Instructions: For each of the following news articles you must:


1. What is the target of satire? Explain what folly, vice, or human/societal error it is critiquing.
2. Identify 2 techniques used to convey the satirical message. Use your notes from the first day to identify
techniques.

Article #1: Baby Has Sinking Feeling He Left Home without Oversize Multicolor Plastic Keys
NEWS IN BRIEF • Local • Kids • Issue 51•17 • Apr 27, 2015
ROCKFORD, IL—Patting down his onesie with mounting concern, local 8-month-old Joshua McManus was reportedly
overcome by a sharp, sinking feeling Monday upon realizing he had left home without his oversize multicolor plastic
keys. “Oh, no—you have got to be kidding me,” McManus reportedly thought to himself, his stomach dropping as he
wondered how he could possibly make it through the day without his large ring of blue, pink, yellow, and green keys.
“Ah, for crying out loud. I got so wrapped up in that game of peekaboo with Dada before I headed out that I must have
totally spaced on grabbing them. I bet they’re still sitting there on the activity table right next to my phone-on-wheels. I’m
such an idiot.” At press time, a visibly frustrated McManus had vowed to himself that he would never leave the house
again without making sure he had picked up his colorful set of keys and explicitly placed them in his mouth.
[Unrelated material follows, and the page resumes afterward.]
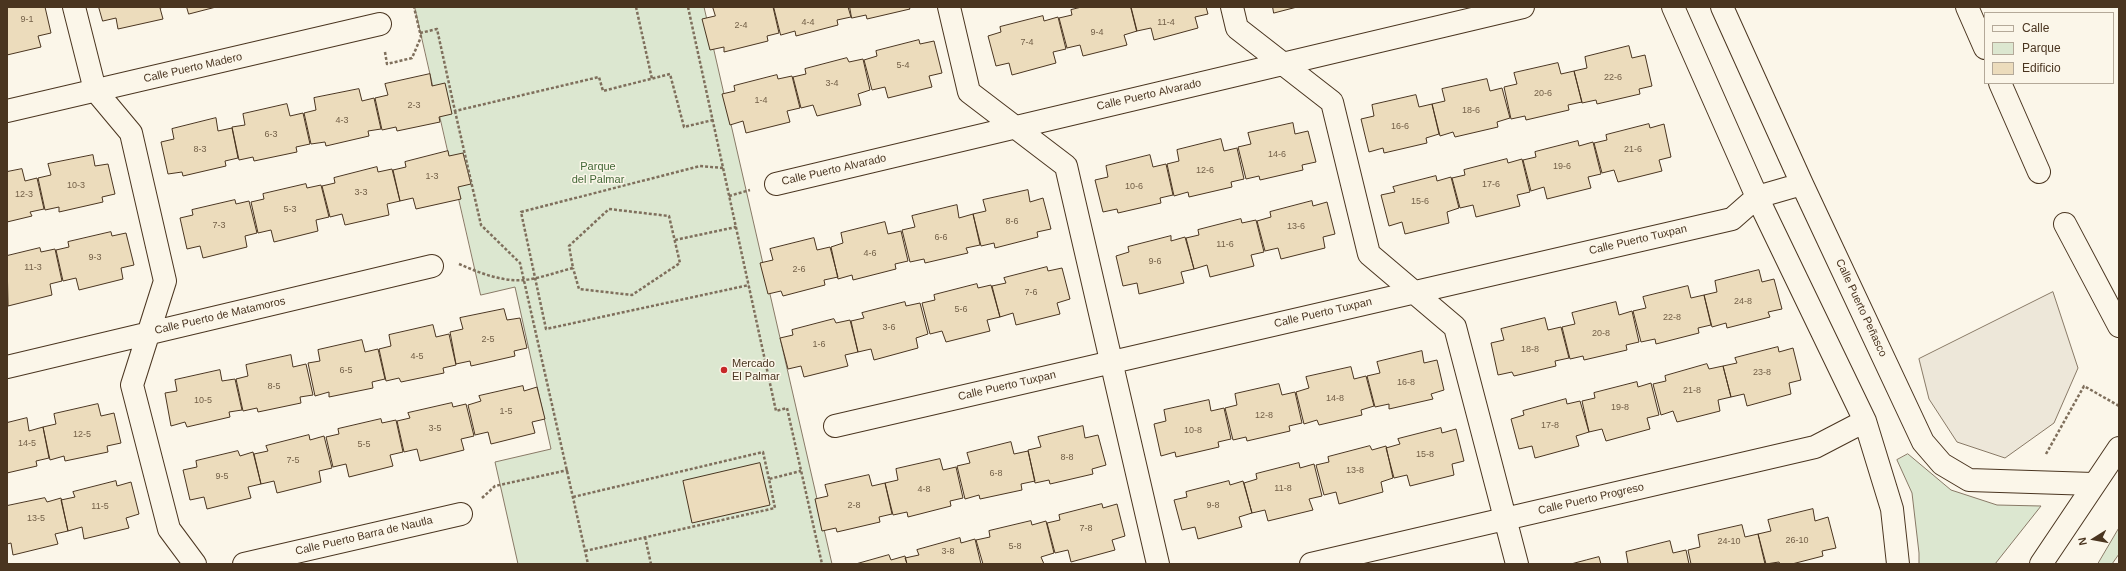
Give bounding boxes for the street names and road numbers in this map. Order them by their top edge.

Article #2: Tips for Going Green
INFOGRAPHIC • Environment • Lifestyle • Issue 51•16 • Apr 24, 2015
As climate change, pollution, and population growth continue to damage the environment, it’s more important than ever
for consumers to make eco-friendly decisions and practice green habits. Here are some tips for going green:
● Burn local fossil fuels
● Ban bath time for all but your filthiest child
● Don’t dispose of old batteries and electronics in the regular trash; put them in that box in the garage so you can
deal with them someday
● Carpool with another person to destroy the only precious moment of solitude you have in your day
● When people ask if you recycle, say yes
● Let the fresh ocean breeze dry the linens you’ve hung out in the backyard of your cape home
● Repurposing used water bottles into a decorative door wreath is a fun, pretend way to help the environment.
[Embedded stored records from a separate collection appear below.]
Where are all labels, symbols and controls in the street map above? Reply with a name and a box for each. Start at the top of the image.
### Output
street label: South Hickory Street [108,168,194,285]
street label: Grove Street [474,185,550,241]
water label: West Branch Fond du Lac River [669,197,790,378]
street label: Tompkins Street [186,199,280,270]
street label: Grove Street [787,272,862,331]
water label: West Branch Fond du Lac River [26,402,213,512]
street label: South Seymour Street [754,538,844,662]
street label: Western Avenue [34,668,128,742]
● Pay a consulting firm $400,000 to give your brand an eco-friendly image
● If you just throw everything into the recycling bin, chances are at least some of it will be salvaged.
Remember, it’s never too late to start doing your part. It is, however, too late to save the endangered baby seals that
spurred you to care about any of this.
Article #3: Gym Teacher Devises Elaborate Sport from Handful of Foam Cubes, Scooters, Plastic Mats
SPORTS NEWS IN BRIEF • Sports • Health • Kids • Fitness • Issue 51•16 • Apr 24, 2015
MIDDLETON, WI—Spending the first 15 minutes of class providing an overview of the game’s litany of complicated
rules, local ninth-grade gym teacher Marcus Hartwell invented an elaborate sport Friday using just foam cubes, scooters,
and plastic mats, sources confirmed. “All right, guys, so to score in Jammer Ball, you need to shoot the foam blocks at the
other team’s mat,” said Hartwell, adding that teams receive one point for cubes landing on either the left or right sections
of the large blue folding mat, and three points if a cube lands in the middle. “If you fall off your scooter, then you’re out,
unless your goalie catches a cube thrown by the other team and tags you back in. And if you shoot a cube into the
basketball hoop, you automatically win. Okay, let’s count off by fours and make teams.” At press time, after students had
expressed some initial indifference and confusion, the game had reportedly gotten so intense that Hartwell had to separate
two ninth-graders on the verge of fighting after pushing one another off their scooters.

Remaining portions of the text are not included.